Ma un nuovo studio pubblicato da Christian Jarret sulla rivista Acta Psychologia ha cercato di capire quanto può cambiare la percezione dell’opera all’interno di un museo e fuori le sue mura tramite una replica o lo schermo di un pc. Il team che ha seguito la ricerca è stato guidato da David Brieber dell’Università di Vienna e ha coinvolto circa 130 studenti della facoltà di psicologia invitati a osservare alcuni capolavori sia di persona all’interno del MUSA di Vienna sia virtualmente. Scrive Jarrett che la valutazione delle opere da parte degli studenti all’interno dell’istituzione museale è stata molto più positiva, perché legata a un’esperienza attiva stimolante e interessante. Oltretutto, il percorso affrontato per visitare la mostra ha aiutato la mente a ricordare meglio i lavori visionati e la loro posizione.

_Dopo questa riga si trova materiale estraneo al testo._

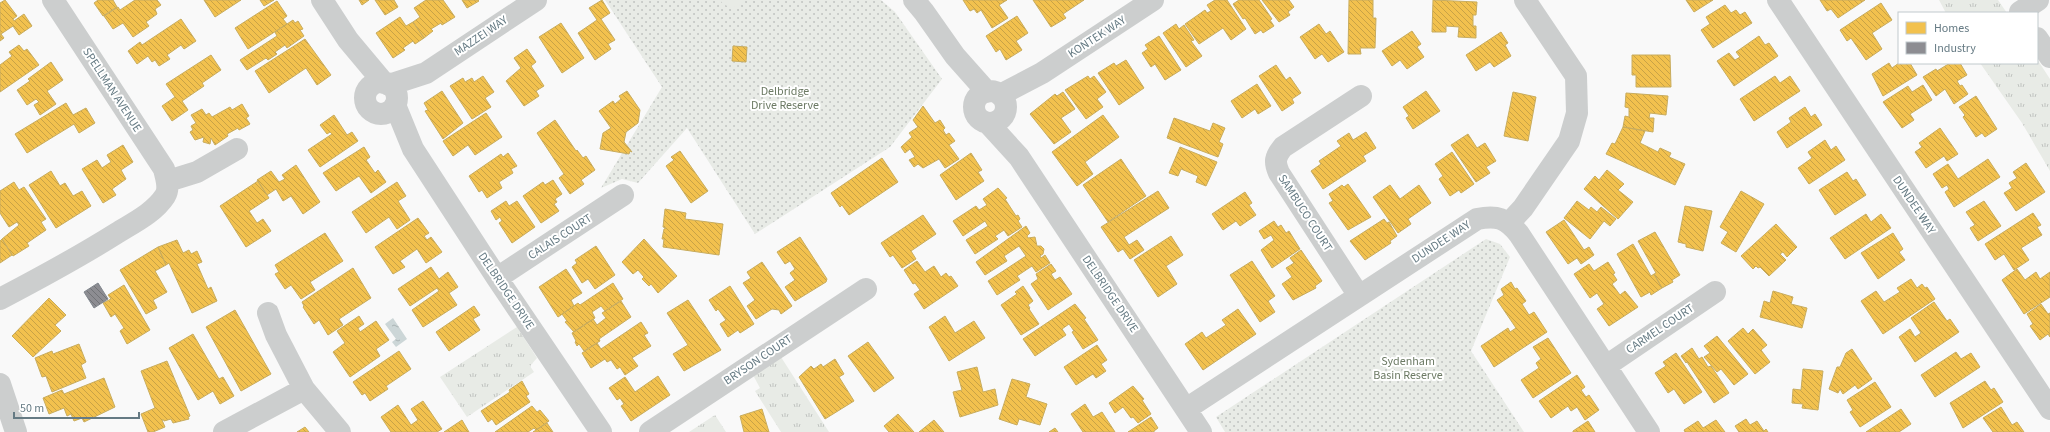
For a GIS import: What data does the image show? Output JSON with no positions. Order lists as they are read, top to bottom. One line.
{"streets":{"street":["MAZZEI WAY","KONTEK WAY","SPELLMAN AVENUE","DUNDEE WAY","SAMBUCO COURT","CALAIS COURT","DELBRIDGE DRIVE","CARMEL COURT","BRYSON COURT"]},"crossings":[["MAZZEI WAY","DELBRIDGE DRIVE"],["KONTEK WAY","DELBRIDGE DRIVE"],["DUNDEE WAY","SAMBUCO COURT"],["DUNDEE WAY","DELBRIDGE DRIVE"],["CALAIS COURT","DELBRIDGE DRIVE"]],"parks":["Delbridge Drive Reserve","Sydenham Basin Reserve"],"legend":["Homes","Industry"],"scale_bar":"50 m"}
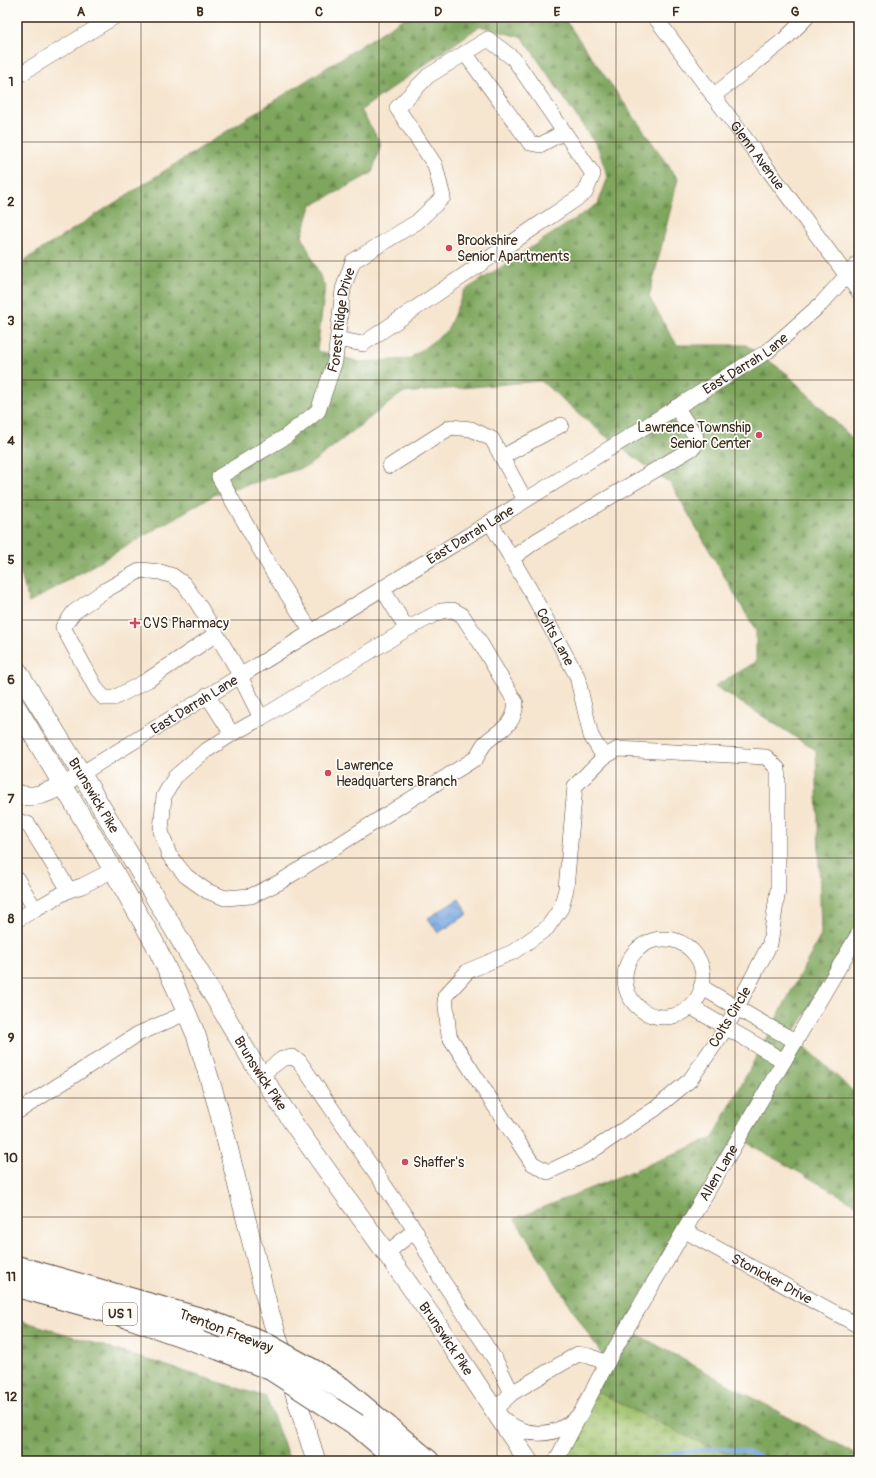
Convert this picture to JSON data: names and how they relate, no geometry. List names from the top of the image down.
{
  "streets": {
    "highway": ["US 1", "Trenton Freeway"],
    "main road": ["Brunswick Pike"],
    "street": [
      "Glenn Avenue",
      "Forest Ridge Drive",
      "East Darrah Lane",
      "Colts Lane",
      "Colts Circle",
      "Allen Lane",
      "Stonicker Drive"
    ]
  },
  "crossings": [
    ["Glenn Avenue", "East Darrah Lane"],
    ["Forest Ridge Drive", "East Darrah Lane"],
    ["East Darrah Lane", "Colts Lane"],
    ["East Darrah Lane", "Brunswick Pike"],
    ["Colts Lane", "Colts Circle"],
    ["Brunswick Pike", "Allen Lane"],
    ["Allen Lane", "Stonicker Drive"]
  ],
  "places": {
    "other": [
      "Brookshire Senior Apartments",
      "Lawrence Township Senior Center",
      "Lawrence Headquarters Branch",
      "Shaffer's"
    ],
    "health": ["CVS Pharmacy"]
  },
  "grid": {
    "columns": [
      "A",
      "B",
      "C",
      "D",
      "E",
      "F",
      "G"
    ],
    "rows": [
      "1",
      "2",
      "3",
      "4",
      "5",
      "6",
      "7",
      "8",
      "9",
      "10",
      "11",
      "12"
    ]
  }
}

L’esperienza del museo rimane tutt’ora di notevole importanza per l’apprendimento e per il piacere di osservarla e ciò sembra legato allo spazio fisico che ci circonda e che agisce sulla nostra fruizione.
Il contesto in cui ci troviamo influenza molto la percezione: a differenza delle teorie promosse negli ultimi cinquant’anni tempo e luogo non sono agenti esterni al piacere di guardare un’opera d’arte. Di fatto l’importanza del contesto nel vivere un’esperienza non coinvolge solo la vista, ma anche gli altri sensi.
Perché forse, come scrisse Walter Benjamin in un lontano 1936, «anche nel caso della riproduzione più perfetta, manca un elemento: l’hic et nunc dell’opera d’arte – la sua esistenza unica e irripetibile nel luogo in cui si trova. Ma proprio su questa esistenza unica, e in null’altro, si è attuata la storia a cui essa è stata sottoposta nel corso del suo durare».